Nursery wrote her end of term report and are clearly missing a lot of things. They have also made the report really super generalised. They have stuck to absolute facts but some of them are inaccurate - smallest issue being they say she can competently use scissors to cut in straight lines. She doesn't have the motor control to operate scissors in one hand let alone make snips! My guess is she took another child's work to show the teacher! (Prob quite innocently as she does love praise!)
Other agencies are involved with her and it has been suggested to me that I do a transition report for reception class to highlight her issues. I really don't know how to go about it without saying the nursery have failed her. Plus - she can and does cope well in mainstream school (so far) - my concern being that she may not cope as well with full days. But my understanding is we can't highlight negative stuff ? I thought you can only write what they can do, not what they can't (but really should be by school age).
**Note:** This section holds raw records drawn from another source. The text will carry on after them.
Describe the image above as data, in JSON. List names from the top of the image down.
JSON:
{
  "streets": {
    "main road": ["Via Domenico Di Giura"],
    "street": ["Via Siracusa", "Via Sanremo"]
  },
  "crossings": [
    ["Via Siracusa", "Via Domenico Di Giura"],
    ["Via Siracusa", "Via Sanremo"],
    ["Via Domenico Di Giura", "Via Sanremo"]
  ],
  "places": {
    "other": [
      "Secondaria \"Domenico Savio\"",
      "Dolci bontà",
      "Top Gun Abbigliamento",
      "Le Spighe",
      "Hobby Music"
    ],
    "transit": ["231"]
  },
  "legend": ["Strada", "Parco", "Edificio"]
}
Any advice / input would be useful.

Mummits
28-07-2014, 12:36 PM
I think I would be truthful but there are ways of being positive which point up what is not being said if you see what I mean - for example, on toilet training that little one is now usually clean and dry for the morning. You could say that you are working on helping her stay dry all day if that is the case. I wouldn't worry about what the nursery has said, just stick to what you have seen with your own eyes. Nor would I say that I worried she may not be able to do this or that. She may surprise you and then it wouldn't be good to be the one who doubted.

LittleRabbits
28-07-2014, 12:38 PM
I would write a report in sections of each area and write what she can do, what she really enjoys in each area and also what u are working towards/ supporting her with so the school know exactly what she is progressing towards. Include which agencies are supporting her and maybe forward any reports from them to be included with ur report.
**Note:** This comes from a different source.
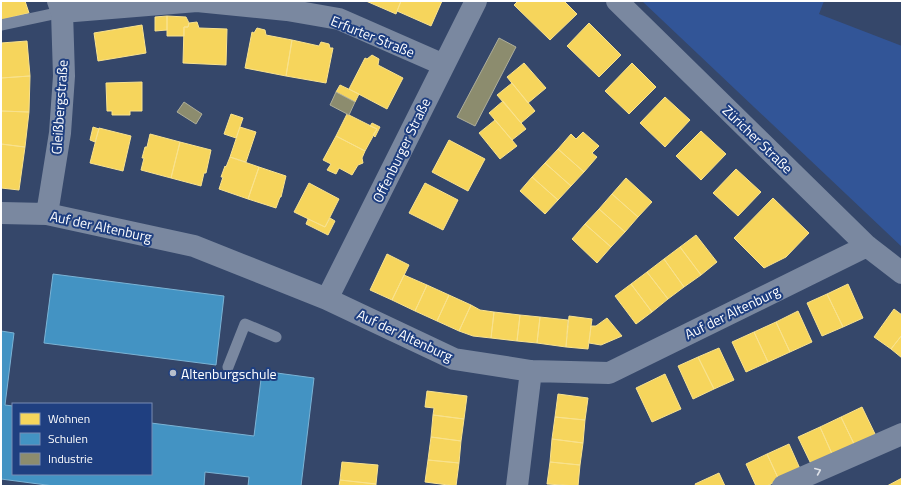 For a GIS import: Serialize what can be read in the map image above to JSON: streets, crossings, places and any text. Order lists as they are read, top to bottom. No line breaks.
{"streets":{"street":["Erfurter Straße","Gleißbergstraße","Züricher Straße","Offenburger Straße","Auf der Altenburg"]},"crossings":[["Erfurter Straße","Gleißbergstraße"],["Erfurter Straße","Offenburger Straße"],["Gleißbergstraße","Auf der Altenburg"],["Züricher Straße","Auf der Altenburg"],["Offenburger Straße","Auf der Altenburg"]],"places":["Altenburgschule"],"legend":["Wohnen","Schulen","Industrie"]}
I have a child in my keygroup who at times can not be understood straight away as she mispronounces words and phonetic sounds. Everyone else has ignored this fact and i'v not been her key person very long (since feb time), now she is going to school I have included it all in her school report but didnt want parents to take offence, as noone has spoke to them about it before and didnt want it to come as a shock to them. Although to be honest, they must realise the speech is different to sibling. Im glad I have put it in the report though because I dont want the fact she may not be understood to go against the child and not be able to learn as well as expected. She is a very bright child and only just turned 4, I just want the best for her as I would for any other child.

loocyloo
28-07-2014, 04:17 PM
I would write a report in sections of each area and write what she can do, what she really enjoys in each area and also what u are working towards/ supporting her with so the school know exactly what she is progressing towards. Include which agencies are supporting her and maybe forward any reports from them to be included with ur report.
.

Good plan.
I have a child with a few issues that nursery don't seem to be aware of. I wrote a transition note ( just like my summative assessment ) for school with a big emphasis on what we are working towards.
I also wrote that LO has minor mobility issues and will need support. Mum was happy for me to write this ( and in more detail )
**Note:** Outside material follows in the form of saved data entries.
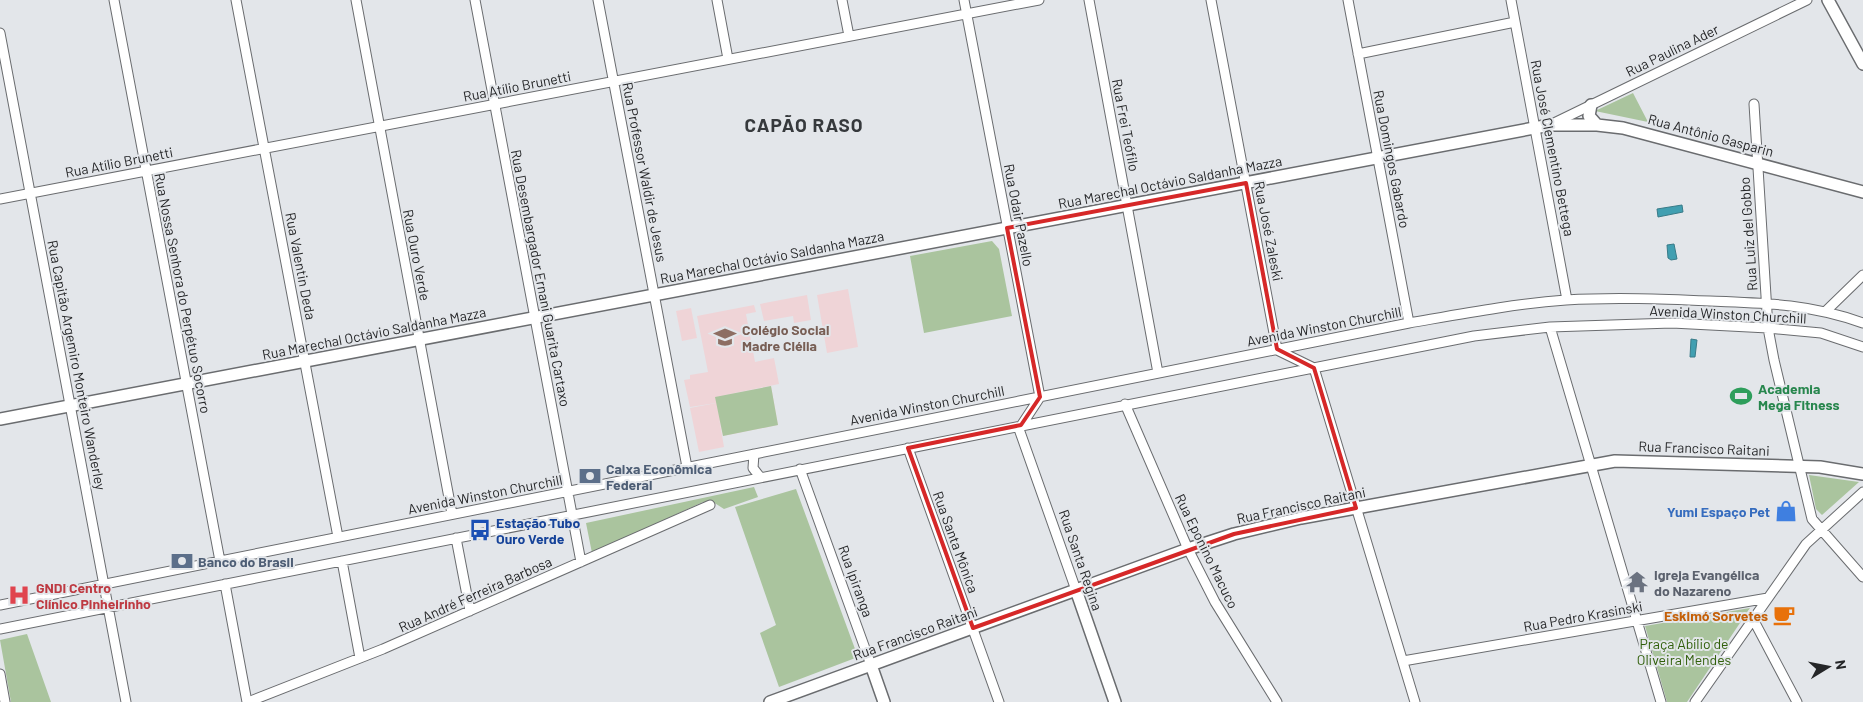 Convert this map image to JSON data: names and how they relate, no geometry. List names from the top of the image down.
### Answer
{
  "streets": {
    "main road": [
      "Rua Antônio Gasparin",
      "Rua Marechal Octávio Saldanha Mazza",
      "Rua Francisco Raitani",
      "Rua Santa Regina",
      "Rua Ipiranga"
    ],
    "street": [
      "Rua Paulina Ader",
      "Rua Atílio Brunetti",
      "Rua Frei Teófilo",
      "Rua José Clementino Bettega",
      "Rua Domingos Gabardo",
      "Rua Professor Waldir de Jesus",
      "Rua Odair Pazello",
      "Rua José Zaleski",
      "Rua Luiz del Gobbo",
      "Rua Ouro Verde",
      "Rua Valentin Deda",
      "Rua Desembargador Ernani Guarita Cartaxo",
      "Rua Nossa Senhora do Perpétuo Socorro",
      "Avenida Winston Churchill",
      "Rua Capitão Argemiro Monteiro Wanderley",
      "Rua Santa Mônica",
      "Rua Eponino Macuco",
      "Rua André Ferreira Barbosa",
      "Rua Pedro Krasinski"
    ]
  },
  "crossings": [
    ["Rua Paulina Ader", "Rua Antônio Gasparin"],
    ["Rua Paulina Ader", "Rua Marechal Octávio Saldanha Mazza"],
    ["Rua Atílio Brunetti", "Rua Professor Waldir de Jesus"],
    ["Rua Atílio Brunetti", "Rua Odair Pazello"],
    ["Rua Atílio Brunetti", "Rua Ouro Verde"],
    ["Rua Atílio Brunetti", "Rua Valentin Deda"],
    ["Rua Atílio Brunetti", "Rua Desembargador Ernani Guarita Cartaxo"],
    ["Rua Atílio Brunetti", "Rua Nossa Senhora do Perpétuo Socorro"],
    ["Rua Atílio Brunetti", "Rua Capitão Argemiro Monteiro Wanderley"],
    ["Rua Frei Teófilo", "Rua Marechal Octávio Saldanha Mazza"],
    ["Rua Frei Teófilo", "Avenida Winston Churchill"],
    ["Rua Antônio Gasparin", "Rua Marechal Octávio Saldanha Mazza"],
    ["Rua Antônio Gasparin", "Rua Luiz del Gobbo"],
    ["Rua José Clementino Bettega", "Rua Marechal Octávio Saldanha Mazza"],
    ["Rua José Clementino Bettega", "Avenida Winston Churchill"],
    ["Rua Domingos Gabardo", "Rua Marechal Octávio Saldanha Mazza"],
    ["Rua Domingos Gabardo", "Avenida Winston Churchill"],
    ["Rua Professor Waldir de Jesus", "Rua Marechal Octávio Saldanha Mazza"],
    ["Rua Professor Waldir de Jesus", "Avenida Winston Churchill"],
    ["Rua Marechal Octávio Saldanha Mazza", "Rua Odair Pazello"],
    ["Rua Marechal Octávio Saldanha Mazza", "Rua José Zaleski"],
    ["Rua Marechal Octávio Saldanha Mazza", "Rua Ouro Verde"],
    ["Rua Marechal Octávio Saldanha Mazza", "Rua Valentin Deda"],
    ["Rua Marechal Octávio Saldanha Mazza", "Rua Desembargador Ernani Guarita Cartaxo"],
    ["Rua Marechal Octávio Saldanha Mazza", "Rua Nossa Senhora do Perpétuo Socorro"],
    ["Rua Marechal Octávio Saldanha Mazza", "Rua Capitão Argemiro Monteiro Wanderley"],
    ["Rua Odair Pazello", "Avenida Winston Churchill"],
    ["Rua José Zaleski", "Avenida Winston Churchill"],
    ["Rua Luiz del Gobbo", "Avenida Winston Churchill"],
    ["Rua Luiz del Gobbo", "Rua Francisco Raitani"],
    ["Rua Ouro Verde", "Avenida Winston Churchill"],
    ["Rua Valentin Deda", "Avenida Winston Churchill"],
    ["Rua Desembargador Ernani Guarita Cartaxo", "Avenida Winston Churchill"],
    ["Rua Desembargador Ernani Guarita Cartaxo", "Rua André Ferreira Barbosa"],
    ["Rua Nossa Senhora do Perpétuo Socorro", "Avenida Winston Churchill"],
    ["Avenida Winston Churchill", "Rua Capitão Argemiro Monteiro Wanderley"],
    ["Avenida Winston Churchill", "Rua Santa Mônica"],
    ["Avenida Winston Churchill", "Rua Eponino Macuco"],
    ["Avenida Winston Churchill", "Rua Santa Regina"],
    ["Avenida Winston Churchill", "Rua Ipiranga"],
    ["Rua Francisco Raitani", "Rua Santa Mônica"],
    ["Rua Francisco Raitani", "Rua Eponino Macuco"],
    ["Rua Francisco Raitani", "Rua Santa Regina"],
    ["Rua Francisco Raitani", "Rua Ipiranga"]
  ],
  "districts": ["CAPÃO RASO"],
  "parks": ["Praça Abílio de Oliveira Mendes"],
  "places": {
    "school or university": ["Colégio Social Madre Clélia"],
    "sports": ["Academia Mega Fitness"],
    "bank": ["Caixa Econômica Federal", "Banco do Brasil"],
    "shop": ["Yumi Espaço Pet"],
    "bus stop": ["Estação Tubo Ouro Verde"],
    "temple": ["Igreja Evangélica do Nazareno"],
    "hospital": ["GNDI Centro Clínico Pinheirinho"],
    "cafe": ["Eskimó Sorvetes"]
  },
  "north": "right"
}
Nurseries report was very vague.

Happiness
28-07-2014, 07:09 PM
Silly question but can any of you lovely people attache a copy of a transition report please? Really sorry but I have on,t been childminding since October las year and never done one before :)
TIA x

Fitrix
30-07-2014, 10:39 AM
Well I have just received a copy of an educational psychologist report from Dad (estranged from mum and not often involved) which outlines all the concerns I had so someone somewhere is noticing what I have been trying to share with mum/school/other agencies for a year now. It seems no one thought it necessary to share this report with me..... I've poured my heart and soul into trying to help this child and have bent over backwards to accommodate mum, try and liaise with nursery (who have given me nothing) and really feel like I've been kicked in the teeth. So much for multi-agency working.
Thanks for all replies. I will do a transition report anyway phrasing it as people have suggested. No one will read it!
Happiness: I don't think there is a set way of doing such a report. It's just a matter of outlining where the child is at in all 7 areas of learning & development.
It's a thankless job! Just as well the money is so good.......:(

Simona
30-07-2014, 11:04 AM
Well I have just received a copy of an educational psychologist report from Dad (estranged from mum and not often involved) which outlines all the concerns I had so someone somewhere is noticing what I have been trying to share with mum/school/other agencies for a year now. It seems no one thought it necessary to share this report with me..... I've poured my heart and soul into trying to help this child and have bent over backwards to accommodate mum, try and liaise with nursery (who have given me nothing) and really feel like I've been kicked in the teeth. So much for multi-agency working.
Thanks for all replies. I will do a transition report anyway phrasing it as people have suggested. No one will read it!
Happiness: I don't think there is a set way of doing such a report. It's just a matter of outlining where the child is at in all 7 areas of learning & development.
It's a thankless job! Just as well the money is so good.......:(

If this child has an Educational Psychologist involved it means there is a Team Around the Child (TAC) at work and possibly the Area SENCO is part of it.
The child will have been assessed but it sounds like he/she has well defined additional needs?
That team must include the cm as well and your input valued as are others...has the child got a CAF?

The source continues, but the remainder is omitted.